Chess .com good way to practice and improve.

Avatar of Barry_Helafonte2

buy a chess set

Avatar of kindaspongey

Has Deviance posted in this thread since 2007?

Avatar of TheAuthority

Hasn't logged in since this post. Probably lost all his money buying his friends drinks. 

Avatar of ipcress12

It's a golden age for adults who want to learn chess.

The Idiots/Dummies books are perfectly fine for starting up. Many other books and chess sites as well.

After that, it's just a matter of how motivated you are.

Avatar of ernestosim01
Deviance wrote:

I never had the opportunity to really learn chess growing up. I understand how all the pieces move, but I don't know any strategy. A friend of mine and I made a gentleman's wager to learn chess together. At the beginning of a night out, whoever wins a game of chess has to buy drinks for the night. So now the game is on!

Could anyone please recommend books, web sites, strategies, exercises, etc. that would help me learn this game quickly? I'm a beginner, but obviously not a child. Thanks so much for your help!

Maybe keeping away from the drinks and just focusing on the game? 

Avatar of ipcress12

But above all, you have to REALLY like playing chess...

I believe jiuchessu is onto something here.

Avatar of mgx9600

I recently re-learned chess; I probably started not much better than you.  I knew how the pieces move, but didn't know about any fancy moves like pawn promotion (thought you had to pick from lost pieces) and didn't know castling (thought it was an illegal move).

 

After reading Chess for Dummies (well, I was able to get thru 1/3 of it), I know the fancy moves but still can't play a decent game.  What I find that helped the most was actually a chess video game called Majestic chess.

 

For example, it teaches you about pins, then sets you up against the computer where the computer is programmed to give you opportunities to use pins.  It also goes thru many checkmate patterns where you have to recognize them within a short time limit; after a while, you kind of memorized them.  And after playing 100 games where you must use back-rank checkmate against the computer, you're just trained to naturally look for them in real games.

 

Majestic Chess won't take you further than beginner stage, but it seems to have gotten me there relatively quickly (in 1.5 months spending about 2-3 hrs /week).  I cheated and used the Internet to solve all its chess puzzles like placing the maximum # of knights, etc. which I don't think helps the chess game.

 

Good luck.  Hope you win the bet.

 

Avatar of universityofpawns

Heck, just join a local chess club, if there is one near you, they will help you

Avatar of SAGM001

Play a lot of games and Save those games . And if after some time , Give them to your coach , He will do the rest of the things happy.png

Avatar of Barry_Helafonte2
kindaspongey wrote:

Has Deviance posted in this thread since 2007?
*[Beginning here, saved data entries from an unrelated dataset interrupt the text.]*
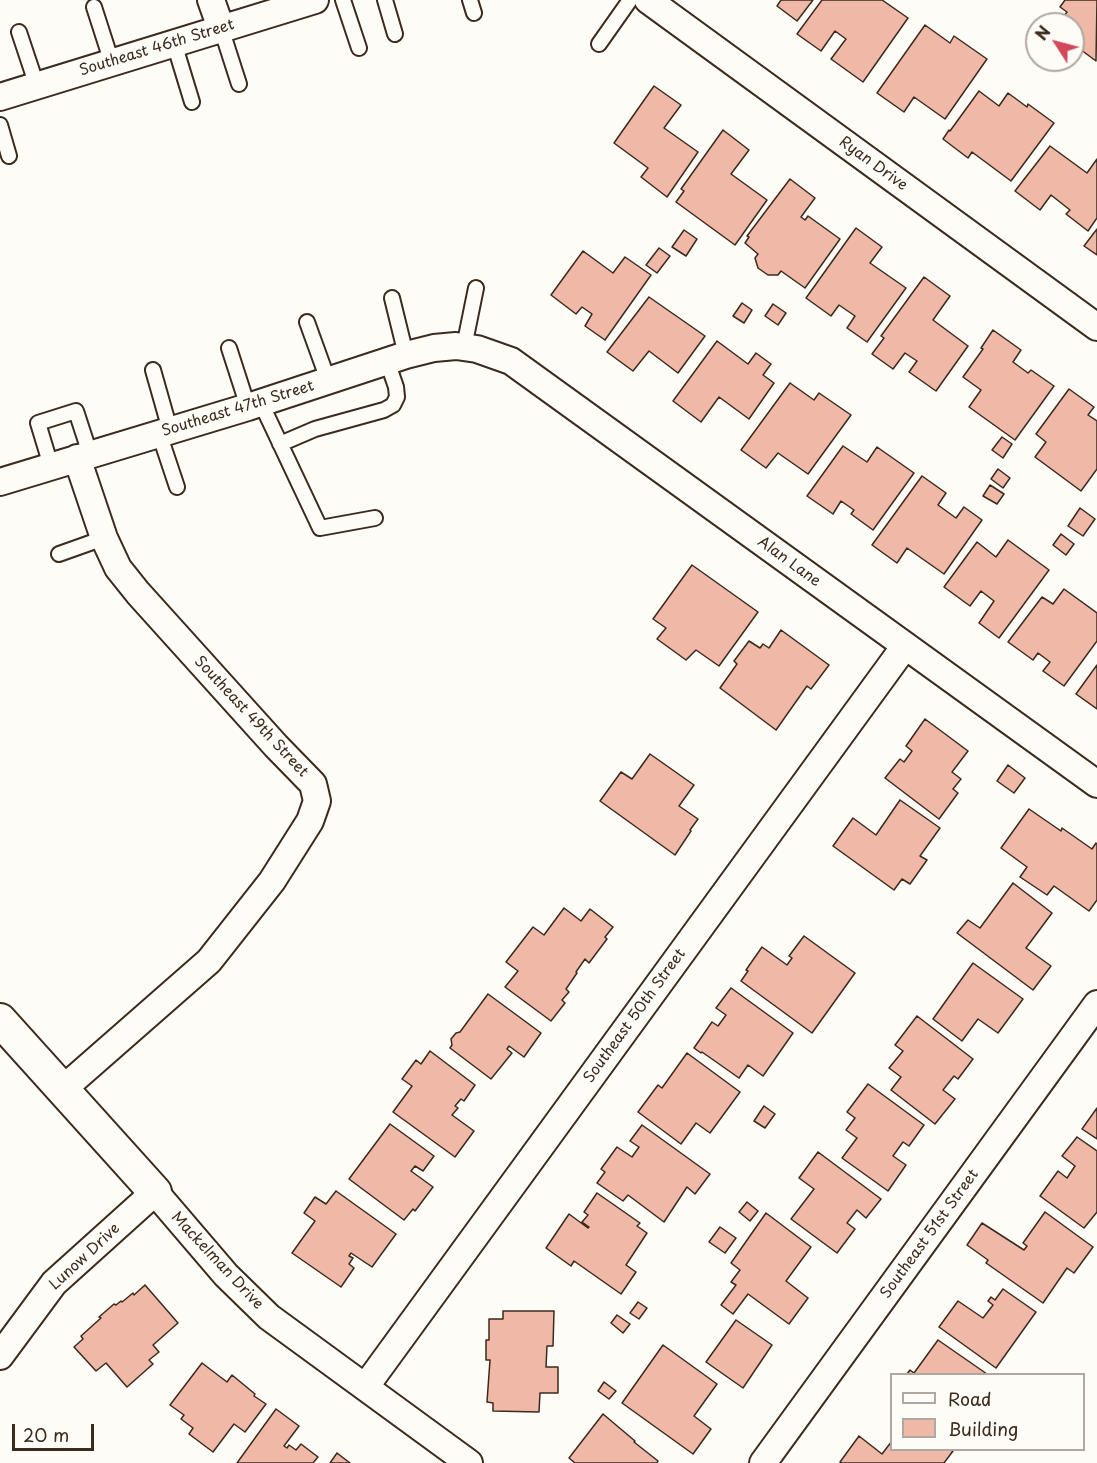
<!DOCTYPE html>
<html>
<head>
<meta charset="utf-8">
<style>
	body { margin:0 }
	#map { position:relative; width:1097px; height:1463px; overflow:hidden; background:#fdfcf7; font-family:"Playpen Sans",sans-serif }
	canvas { display:block }
	.legend { position:absolute; left:890px; top:1373px; width:195px; height:78px; box-sizing:border-box; background:#fdfcf7; border:2px solid #afa8a0; margin:0; padding:8px 10px; list-style:none; font-size:18px; color:#3b2a1e }
	.legend li { display:flex; align-items:center; gap:12px; height:30px }
	.legend b { width:30px; border:2px solid #afa8a0 }
	.north { position:absolute; left:1025px; top:12px; width:60px; height:60px; box-sizing:border-box; background:#fdfcf7; border:2px solid #afa8a0; border-radius:50%; rotate:306deg; font-size:16px; font-weight:700; line-height:24px; text-align:center; color:#3b2a1e }
	.north::after { content:''; display:block; margin:auto; width:21px; height:27px; background:#d1495b; clip-path:polygon(50% 0,100% 100%,50% 72%,0 100%) }
	.scale { position:absolute; left:12px; top:1424px; width:82px; height:27px; box-sizing:border-box; border:3px solid #3b2a1e; border-top:0; padding-left:8px; font-size:18px; line-height:21px; white-space:nowrap; color:#3b2a1e; -webkit-text-stroke:4px #fdfcf7; paint-order:stroke }
</style>
</head>
<body>
<div id="map">
<canvas width="1097" height="1463"></canvas>
<ul class="legend">
<li><b style="height:8px;background:#fdfcf7"></b>Road</li>
<li><b style="height:16px;background:#f0b8a6"></b>Building</li>
</ul>
<div class="north">N</div>
<div class="scale">20 m</div>
</div>
<script>
const ctx = document.querySelector('canvas').getContext('2d');
ctx.lineJoin = 'round';
function fill(path, color) { ctx.fillStyle = color; ctx.fill(path, 'evenodd'); }
const toPath = rows => new Path2D(rows.map(r => 'M' + r).join(''));
function trace(path, color, width, dash) { ctx.strokeStyle = color; ctx.lineWidth = width; ctx.lineCap = dash ? 'butt' : 'round'; ctx.setLineDash(dash || []); ctx.stroke(path); }
function drawText(font, color, halo, rows, align = 'center') {
  ctx.font = font + ' "Playpen Sans",sans-serif'; ctx.lineWidth = 6; ctx.setLineDash([]); ctx.textBaseline = 'middle'; ctx.strokeStyle = halo; ctx.fillStyle = color; for (const [text, x, y, turn = 0] of rows) {
    ctx.save(); ctx.translate(x, y); ctx.rotate((+turn || 0) * Math.PI / 180); ctx.textAlign = isNaN(turn) ? turn : align; if (halo) ctx.strokeText(text, 0, 0); ctx.fillText(text, 0, 0); ctx.restore();
  }
}
const building = toPath([
	[781,0,813,0,797,21,777,6,781,0],
	[822,0,882,0,908,18,863,82,831,59,846,39,835,31,821,51,797,34,822,0],
	[1065,0,1097,0,1096,61,1073,44,1073,24,1058,24,1067,12,1060,7,1065,0],
	[925,25,950,43,954,36,987,59,945,119,914,97,904,112,877,93,925,25],
	[654,86,681,105,664,128,698,152,667,197,641,177,648,168,614,143,654,86],
	[979,91,999,106,1008,93,1027,107,1028,104,1054,123,1011,181,972,152,968,158,943,139,949,130,950,131,979,91],
	[723,130,749,150,731,174,767,200,735,245,676,202,684,191,681,189,723,130],
	[1050,146,1087,173,1097,159,1097,218,1088,231,1066,214,1070,210,1051,195,1040,210,1015,191,1050,146],
	[790,179,815,198,801,217,805,220,808,216,840,239,805,288,781,271,778,275,768,275,758,268,755,258,758,254,745,243,749,237,747,236,790,179],
	[856,228,882,247,870,263,906,288,867,342,847,328,855,316,839,305,831,316,806,298,856,228],
	[1097,229,1097,255,1084,246,1097,229],
	[684,230,697,239,686,256,672,247,684,230],
	[659,248,670,256,657,273,646,265,659,248],
	[583,251,613,273,625,257,651,275,605,340,585,326,592,314,582,307,576,314,551,295,583,251],
	[924,277,950,296,933,320,968,346,936,391,909,372,917,361,905,353,893,369,872,354,884,338,881,336,924,277],
	[649,297,705,336,678,373,649,351,633,371,607,352,649,297],
	[742,303,752,310,744,323,733,316,742,303],
	[773,304,786,313,778,325,765,316,773,304],
	[993,330,1021,350,1013,362,1028,373,1031,370,1054,386,1015,440,969,407,981,390,963,377,983,349,981,348,993,330],
	[717,341,748,364,756,353,771,364,763,375,774,383,749,419,719,397,701,422,673,401,717,341],
	[790,383,814,400,819,393,851,415,808,474,778,453,766,468,741,450,790,383],
	[1069,389,1094,407,1088,415,1097,421,1097,469,1081,491,1035,457,1046,442,1036,434,1069,389],
	[1002,437,1012,444,1003,458,992,450,1002,437],
	[843,446,867,462,877,447,914,473,873,530,851,514,854,510,841,501,833,514,807,496,843,446],
	[998,469,1010,478,1003,488,991,479,998,469],
	[922,476,946,493,938,505,956,518,964,507,982,520,944,574,907,548,897,563,872,545,922,476],
	[990,485,1004,494,997,504,983,496,990,485],
	[1080,508,1095,519,1083,536,1068,526,1080,508],
	[1061,534,1074,544,1066,555,1053,545,1061,534],
	[1008,540,1049,570,999,638,979,623,994,601,981,591,970,606,944,587,977,542,996,557,1008,540],
	[692,565,758,612,719,666,696,650,686,660,657,639,666,628,653,619,692,565],
	[1064,589,1097,613,1097,641,1064,686,1043,671,1050,662,1038,653,1033,660,1008,642,1042,597,1053,604,1064,589],
	[781,630,829,665,811,689,807,686,776,730,720,688,737,664,734,661,749,641,760,648,763,644,769,648,781,630],
	[1097,665,1097,709,1076,694,1097,665],
	[925,719,968,751,952,772,961,779,953,789,958,793,939,819,885,778,900,759,904,762,912,751,906,746,925,719],
	[650,754,694,785,679,806,698,819,690,830,691,831,675,855,600,801,621,772,632,779,650,754],
	[1008,765,1025,778,1014,793,997,781,1008,765],
	[900,800,940,828,920,856,927,860,910,884,902,879,894,890,833,846,853,818,876,835,900,800],
	[1029,809,1061,831,1062,828,1092,849,1096,843,1097,844,1097,900,1089,911,1054,886,1047,895,1020,877,1027,867,1001,848,1029,809],
	[1013,883,1052,913,1026,948,1051,966,1033,990,957,933,968,920,980,928,1013,883],
	[564,908,581,921,590,909,613,927,605,937,607,939,589,963,585,959,576,972,577,973,566,989,569,992,562,1000,565,1003,551,1021,505,987,518,971,506,962,533,927,544,935,564,908],
	[804,936,855,973,812,1033,741,981,748,971,746,970,762,947,787,965,792,958,789,956,804,936],
	[973,963,1023,999,998,1033,978,1019,962,1041,933,1019,973,963],
	[731,988,793,1033,763,1076,748,1065,739,1078,702,1052,701,1053,694,1048,712,1022,718,1026,726,1015,716,1008,731,988],
	[488,994,541,1033,524,1057,509,1046,507,1049,512,1053,491,1079,450,1048,452,1045,451,1039,456,1033,460,1032,488,994],
	[917,1016,973,1059,958,1079,954,1076,943,1090,955,1099,935,1124,891,1090,901,1077,889,1068,903,1051,895,1045,917,1016],
	[430,1051,475,1085,464,1101,461,1099,455,1106,458,1108,452,1115,474,1131,455,1157,393,1112,412,1086,402,1079,416,1060,421,1064,430,1051],
	[687,1053,740,1092,710,1133,696,1123,681,1144,638,1112,658,1085,662,1088,687,1053],
	[868,1084,924,1125,909,1146,903,1142,893,1156,906,1165,888,1191,842,1158,857,1138,846,1130,855,1118,847,1112,868,1084],
	[764,1106,775,1114,765,1128,754,1121,764,1106],
	[1097,1108,1097,1139,1082,1129,1097,1108],
	[390,1124,434,1156,423,1171,415,1166,411,1171,433,1187,415,1211,413,1209,404,1220,349,1179,390,1124],
	[642,1125,710,1174,695,1194,687,1187,664,1222,628,1195,623,1201,597,1183,605,1172,601,1169,617,1147,632,1157,639,1147,630,1141,642,1125],
	[1077,1137,1097,1151,1097,1212,1084,1228,1040,1196,1058,1171,1067,1178,1075,1166,1062,1156,1077,1137],
	[818,1152,881,1199,866,1218,857,1210,847,1223,855,1229,837,1253,791,1219,814,1189,799,1178,818,1152],
	[336,1191,396,1234,372,1267,351,1253,349,1256,353,1258,349,1264,354,1268,341,1287,292,1253,315,1221,304,1213,315,1197,326,1204,336,1191],
	[597,1193,640,1223,637,1226,647,1233,626,1265,636,1272,621,1294,574,1261,571,1266,546,1248,569,1214,588,1228,589,1227,582,1222,588,1215,584,1212,597,1193],
	[747,1202,758,1211,750,1221,739,1212,747,1202],
	[1045,1212,1093,1247,1074,1273,1067,1268,1043,1303,986,1263,988,1260,967,1245,982,1223,1024,1250,1027,1246,1023,1243,1045,1212],
	[766,1213,811,1247,786,1281,808,1298,789,1324,748,1294,733,1314,721,1305,736,1285,731,1282,740,1270,731,1263,766,1213],
	[720,1227,736,1238,725,1253,709,1242,720,1227],
	[145,1285,178,1323,153,1345,159,1352,149,1360,153,1364,127,1387,106,1363,96,1371,74,1347,83,1339,81,1336,101,1318,99,1317,114,1304,116,1305,121,1301,122,1302,133,1293,134,1295,145,1285],
	[1003,1289,1036,1312,996,1368,939,1327,958,1301,983,1318,993,1305,988,1301,991,1297,995,1300,1003,1289],
	[638,1302,647,1308,639,1319,630,1313,638,1302],
	[503,1311,554,1311,553,1346,547,1346,546,1367,558,1367,558,1393,540,1393,539,1412,493,1411,493,1403,487,1402,490,1360,486,1360,486,1340,489,1340,489,1319,503,1319,503,1311],
	[617,1315,630,1324,623,1333,611,1323,617,1315],
	[736,1320,772,1345,743,1388,706,1362,736,1320],
	[938,1340,987,1374,907,1374,910,1370,914,1373,938,1340],
	[663,1345,717,1384,694,1416,711,1429,693,1454,622,1403,663,1345],
	[202,1363,227,1382,232,1375,255,1394,254,1396,266,1404,245,1432,234,1424,213,1452,189,1434,193,1428,181,1419,184,1415,170,1405,202,1363],
	[604,1382,616,1391,609,1399,598,1391,604,1382],
	[276,1409,299,1426,284,1446,287,1448,289,1445,296,1450,301,1444,318,1457,313,1463,237,1463,276,1409],
	[603,1414,635,1441,634,1442,658,1461,657,1463,575,1463,569,1458,603,1414],
	[859,1436,882,1454,892,1441,892,1450,950,1450,953,1451,944,1463,842,1463,840,1462,859,1436],
	[337,1453,350,1463,330,1463,337,1453]
]);
const service = toPath([
	[343,0,359,48],
	[385,0,395,34],
	[470,0,474,13],
	[94,7,112,63],
	[221,28,239,84],
	[19,32,37,86],
	[174,43,192,102],
	[599,44,630,0],
	[0,125,9,156],
	[392,298,406,355],
	[307,322,328,380],
	[464,347,476,288],
	[229,348,248,407],
	[153,370,170,430],
	[261,403,320,528,375,518],
	[159,433,177,487],
	[280,444,315,429,384,410,393,405,397,397,396,387,387,361],
	[51,466,38,423,76,411,90,454],
	[59,554,104,538]
]);
const minor = toPath([
	[211,0,221,28],
	[648,0,1097,327],
	[0,97,315,0],
	[0,482,248,407,406,355,434,348,456,346,477,349,511,361,1097,784],
	[63,1089,209,961,272,881,310,821,317,801,313,784,276,746,138,593,118,568,104,538,77,458],
	[0,1356,54,1283,155,1192,226,1275,269,1317,469,1463],
	[366,1386,905,646],
	[763,1463,1097,1004]
]);
const tertiary = toPath([
	[0,1020,155,1192]
]);
const streetNames = [
	["Southeast 46th Street",157,48,-17],
	["Ryan Drive",873,164,36],
	["Southeast 47th Street",238,409,-17],
	["Alan Lane",789,562,36],
	["Southeast 49th Street",251,717,47],
	["Southeast 50th Street",635,1016,-54],
	["Southeast 51st Street",930,1234,-54],
	["Lunow Drive",85,1257,-43],
	["Mackelman Drive",217,1261,47]
];
fill(building, '#f0b8a6');
trace(building, '#3b2a1e', 1.5);
trace(service, '#3b2a1e', 18);
trace(minor, '#3b2a1e', 30);
trace(tertiary, '#3b2a1e', 36);
trace(service, '#fdfcf7', 14);
trace(minor, '#fdfcf7', 26);
trace(tertiary, '#fdfcf7', 32);
drawText('15px', '#3b2a1e', '#fdfcf7', streetNames);
</script>
</body>
</html>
do you think he learned how to play chess

Avatar of MorphyChess

For online chess coaching https://www.youtube.com/watch?v=a7HDBXCGDhk&t=21s

Avatar of Barry_Helafonte2

chess set

Avatar of daxypoo
i agree with #30
mobility of chess.com app is a huge boon for an adult noob like me

having all these services at fingertips is wonderful; couple the new technology with the traditional methods of improvement (otb playing/study and reading) and it truly is a golden age for adult beginners
Avatar of ZappiestTom

a lot of people on this site are book learners and maybe you are to. I myself suck at getting new skills from reading and just prefer to dive in. whilst I lost a lot of games I learnt from my mistakes and I'm happy to be 1000 elo.